= WORK REQUIRED =
The word "symbols" marks the lines to find; copy every such line from the data below.
·····
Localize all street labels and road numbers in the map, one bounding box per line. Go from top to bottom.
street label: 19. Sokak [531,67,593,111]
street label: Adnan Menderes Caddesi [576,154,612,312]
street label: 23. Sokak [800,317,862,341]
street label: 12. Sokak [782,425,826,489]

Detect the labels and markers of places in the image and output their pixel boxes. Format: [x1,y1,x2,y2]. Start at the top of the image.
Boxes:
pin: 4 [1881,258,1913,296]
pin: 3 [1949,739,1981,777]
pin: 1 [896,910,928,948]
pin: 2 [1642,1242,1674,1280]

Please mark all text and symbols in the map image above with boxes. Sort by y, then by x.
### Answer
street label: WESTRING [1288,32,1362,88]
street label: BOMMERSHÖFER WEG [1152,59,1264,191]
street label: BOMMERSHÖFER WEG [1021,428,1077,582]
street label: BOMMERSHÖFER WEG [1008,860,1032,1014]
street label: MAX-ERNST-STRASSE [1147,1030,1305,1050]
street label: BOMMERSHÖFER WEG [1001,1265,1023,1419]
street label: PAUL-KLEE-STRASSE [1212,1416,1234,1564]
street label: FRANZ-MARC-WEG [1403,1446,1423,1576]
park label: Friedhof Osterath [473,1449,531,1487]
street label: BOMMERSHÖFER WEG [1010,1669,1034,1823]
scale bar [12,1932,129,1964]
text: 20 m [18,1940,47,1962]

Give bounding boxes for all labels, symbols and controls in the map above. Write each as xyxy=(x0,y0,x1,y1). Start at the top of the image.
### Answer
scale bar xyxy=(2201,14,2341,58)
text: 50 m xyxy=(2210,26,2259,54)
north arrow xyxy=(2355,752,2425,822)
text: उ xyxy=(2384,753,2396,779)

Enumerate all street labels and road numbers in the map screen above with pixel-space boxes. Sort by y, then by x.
·····
= EXERCISE RESULT =
Please mark all text and symbols in the map image above with boxes. Sort by y, then by x.
Give bounding boxes for all labels, symbols and controls in the map above. Write each as xyxy=(x0,y0,x1,y1). Start at the top of the image.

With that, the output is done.